In the graph above (the code also appears below), ggplot(mtcars) came first, which just set up a blank graph, then there’s geom_jitter, which added the wt and mpg data and point colors based on the cyl variable, and so on.
If I wanted the regression line from geom_smooth to appear beneath the points rather than on top of them, I could’ve just reordered the function calls.
This will also help you troubleshoot if you have issues outputting graphs; just comment out individual plot objects, being careful not to leave any dangling plus signs, and rerun to find the problem.
This functionality also means that you can save several layers in a list to apply them easily to multiple graphs. This can save you time and effort when you want to have a consistent look across different graphs; just update a particular parameter in your list once, and then it’ll apply across your graphs.
Some functions, like labs, support this layering very well by allowing multiple calls to the same function.
Others, like scale_y_continuous, will override previous calls in the same graph (you’ll get a warning message when this happens).
You’ll notice that I have to put commas in between each function in the list rather than plus signs.
I also have to save these in a list(rather than with c).
# Create list of specifications
format_list <- list(scale_y_continuous(expand = c(0,0), limits = c(0,6)),
scale_x_continuous(expand = c(0,0), limits = c(10,35)),
scale_color_brewer(type = "qual", palette = "Paired"),
theme_classic(),
labs(y = "Vehicle weight (1000 lbs)",
x = "Miles per gallon",
color = "Cylinders"))
# Create scatter plot
# Move legend to the bottom
mtcars_scatter <- ggplot(mtcars) +
geom_jitter(aes(mpg, wt, color = cyl)) +
geom_smooth(formula = y ~ x, aes(mpg, wt), method = "lm", se = TRUE, level = 0.95,
fill = "#d7d8db", color = "black", size = 0.5) +
format_list +
theme(legend.position = "bottom")
# Output scatter plot with new legend position
mtcars_scatter
You’ll want to be familiar with the color brewer palettes that I used here.

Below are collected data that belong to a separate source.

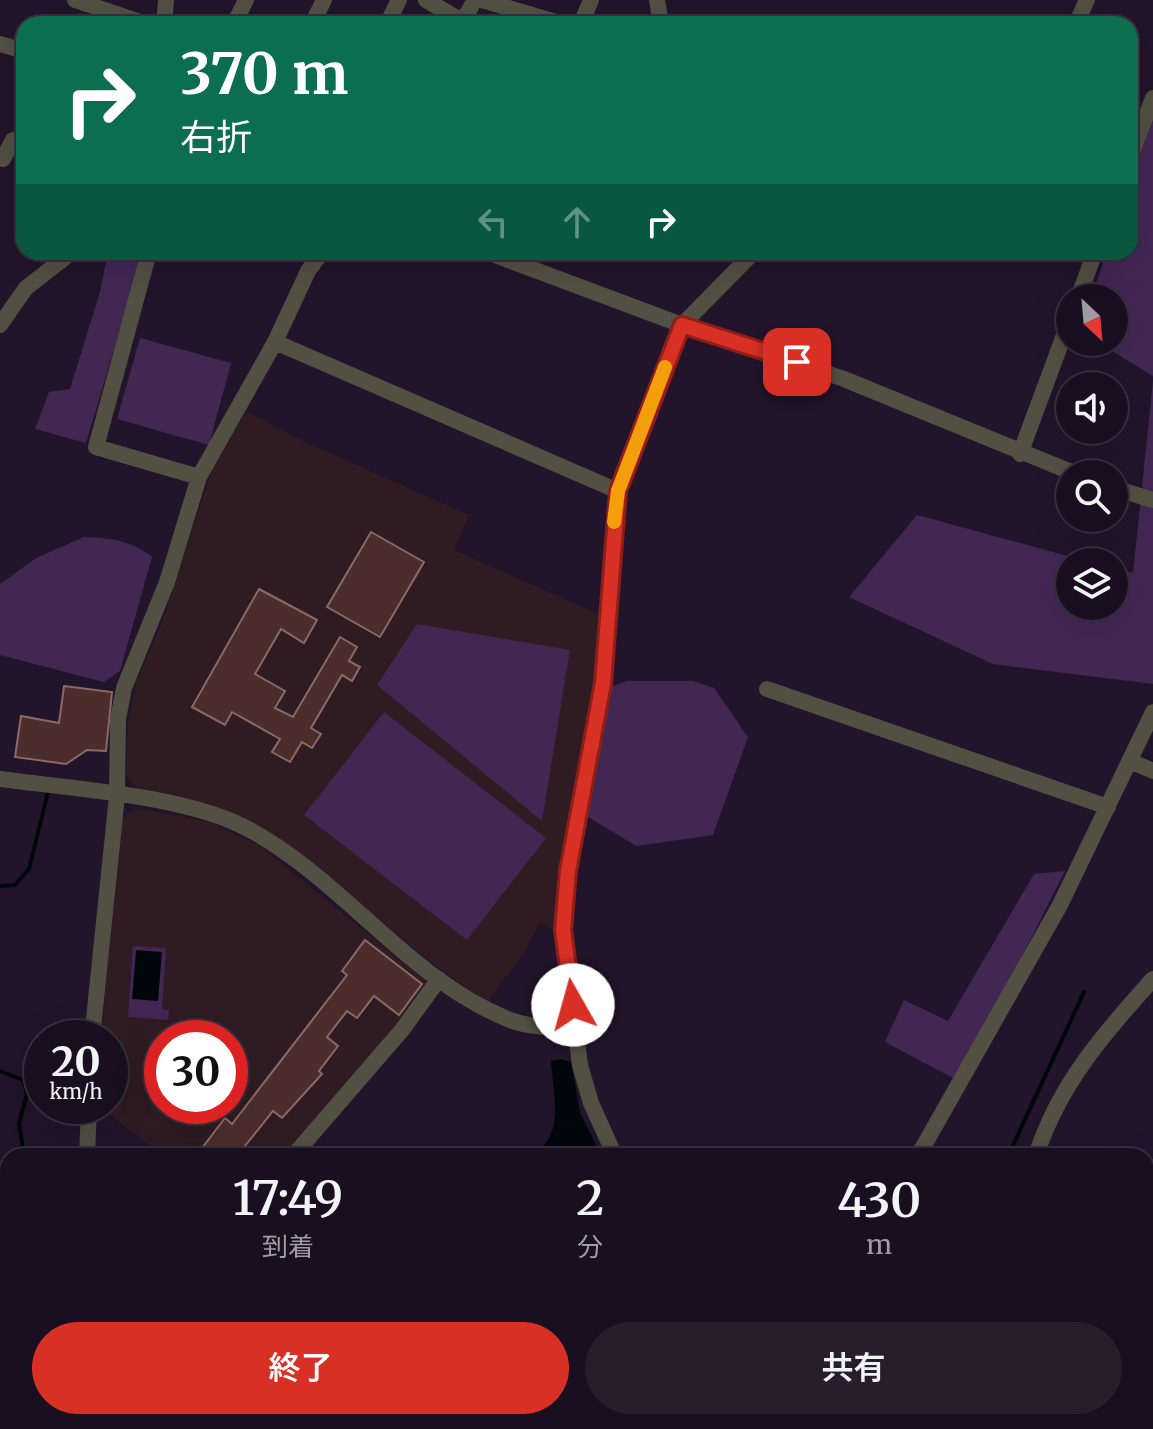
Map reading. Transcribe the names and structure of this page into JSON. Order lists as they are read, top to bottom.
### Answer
{
  "north": "bottom right",
  "page": {
    "turn": ["370 m", "右折"],
    "speed": "20 km/h",
    "limit": "30",
    "eta": [
      "17:49",
      "到着",
      "2",
      "分",
      "430",
      "m"
    ],
    "buttons": ["終了", "共有"]
  }
}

The website I’ve linked allows you to play with the different options and choose ones with particular characteristics, like color blind-friendly palettes.
You can use the scale_color/fill_brewer functions with ggplot to apply these color palettes.

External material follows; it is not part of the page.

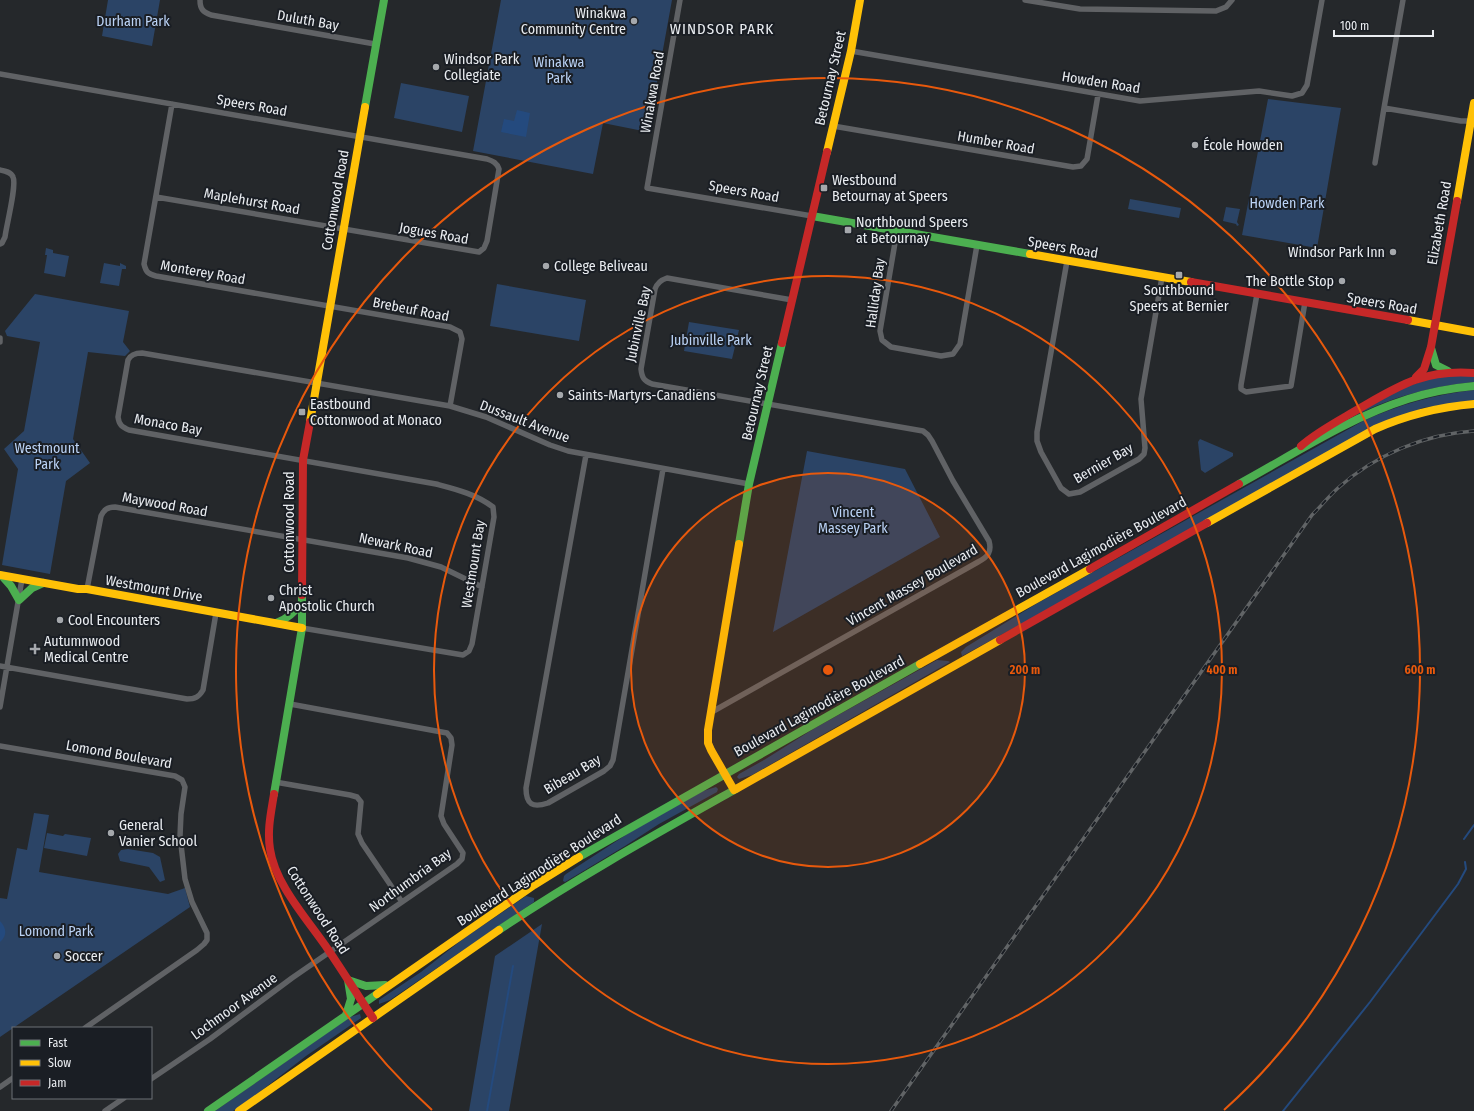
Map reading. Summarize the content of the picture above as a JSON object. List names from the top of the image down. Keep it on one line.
{"streets":{"main road":["Betournay Street","Speers Road","Cottonwood Road","Elizabeth Road","Boulevard Lagimodière Boulevard","Westmount Drive"],"street":["Duluth Bay","Howden Road","Winakwa Road","Humber Road","Maplehurst Road","Jogues Road","Monterey Road","Halliday Bay","Brebeuf Road","Jubinville Bay","Dussault Avenue","Monaco Bay","Bernier Bay","Maywood Road","Newark Road","Westmount Bay","Vincent Massey Boulevard","Lomond Boulevard","Bibeau Bay","Northumbria Bay","Lochmoor Avenue"]},"crossings":[["Duluth Bay","Cottonwood Road"],["Betournay Street","Howden Road"],["Betournay Street","Speers Road"],["Betournay Street","Humber Road"],["Betournay Street","Jubinville Bay"],["Betournay Street","Dussault Avenue"],["Betournay Street","Boulevard Lagimodière Boulevard"],["Betournay Street","Vincent Massey Boulevard"],["Howden Road","Humber Road"],["Winakwa Road","Speers Road"],["Speers Road","Cottonwood Road"],["Speers Road","Elizabeth Road"],["Speers Road","Jogues Road"],["Speers Road","Monterey Road"],["Speers Road","Halliday Bay"],["Speers Road","Bernier Bay"],["Cottonwood Road","Maplehurst Road"],["Cottonwood Road","Jogues Road"],["Cottonwood Road","Monterey Road"],["Cottonwood Road","Brebeuf Road"],["Cottonwood Road","Dussault Avenue"],["Cottonwood Road","Monaco Bay"],["Cottonwood Road","Maywood Road"],["Cottonwood Road","Newark Road"],["Cottonwood Road","Boulevard Lagimodière Boulevard"],["Cottonwood Road","Westmount Bay"],["Cottonwood Road","Westmount Drive"],["Cottonwood Road","Northumbria Bay"],["Cottonwood Road","Lochmoor Avenue"],["Maplehurst Road","Jogues Road"],["Maplehurst Road","Monterey Road"],["Monterey Road","Brebeuf Road"],["Brebeuf Road","Dussault Avenue"],["Jubinville Bay","Vincent Massey Boulevard"],["Dussault Avenue","Monaco Bay"],["Dussault Avenue","Bibeau Bay"],["Monaco Bay","Westmount Bay"],["Maywood Road","Newark Road"],["Maywood Road","Westmount Drive"],["Newark Road","Westmount Bay"],["Westmount Bay","Westmount Drive"],["Northumbria Bay","Lochmoor Avenue"]],"districts":["WINDSOR PARK"],"parks":["Durham Park","Winakwa Park","Howden Park","Jubinville Park","Westmount Park","Vincent Massey Park","Lomond Park"],"places":{"other":["Winakwa Community Centre","Windsor Park Collegiate","École Howden","Windsor Park Inn","College Beliveau","The Bottle Stop","Saints-Martyrs-Canadiens","Christ Apostolic Church","Cool Encounters","General Vanier School","Soccer"],"transit":["Westbound Betournay at Speers","Northbound Speers at Betournay","Southbound Speers at Bernier","Eastbound Cottonwood at Monaco"],"health":["Autumnwood Medical Centre"]},"legend":["Fast","Slow","Jam"],"scale_bar":"100 m","rings":["200 m","400 m","600 m"]}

Relatedly, there’s a difference between setting fill and color options in ggplot.
Generally, scatter plots get color settings, while bar plots get fill settings.
If I’d set fill = cyl in geom_jitter, I would’ve gotten a legend with the three cylinder types, but the colors of the points wouldn’t have changed.
Similarly, if I’d used scale_fill_brewer rather than scale_color_brewer, the colors of the points would still have been the R defaults (or you would get an error, depending on the data type).
Lastly on formatting, you’ll want to become familiar with the theme function as your graphs increase in complexity.
The description for this function says it best: “Themes are a powerful way to customize the non-data components of your plots: i.e. titles, labels, fonts, background, gridlines, and legends.”
I typically layer theme_classic with several theme specifications.
Search ?theme in your R console or Help window for the full list of parameters.
9.3.2 Visualization
I often need to make bar graphs to present data.
I also tend to want to include error bars on these bar graphs.
There are different error bars you can calculate, but I tend to have error bars that represent 95% confident intervals around my means.
You’ll first need to install the Rmisc package to do this, then transform your data into a long format.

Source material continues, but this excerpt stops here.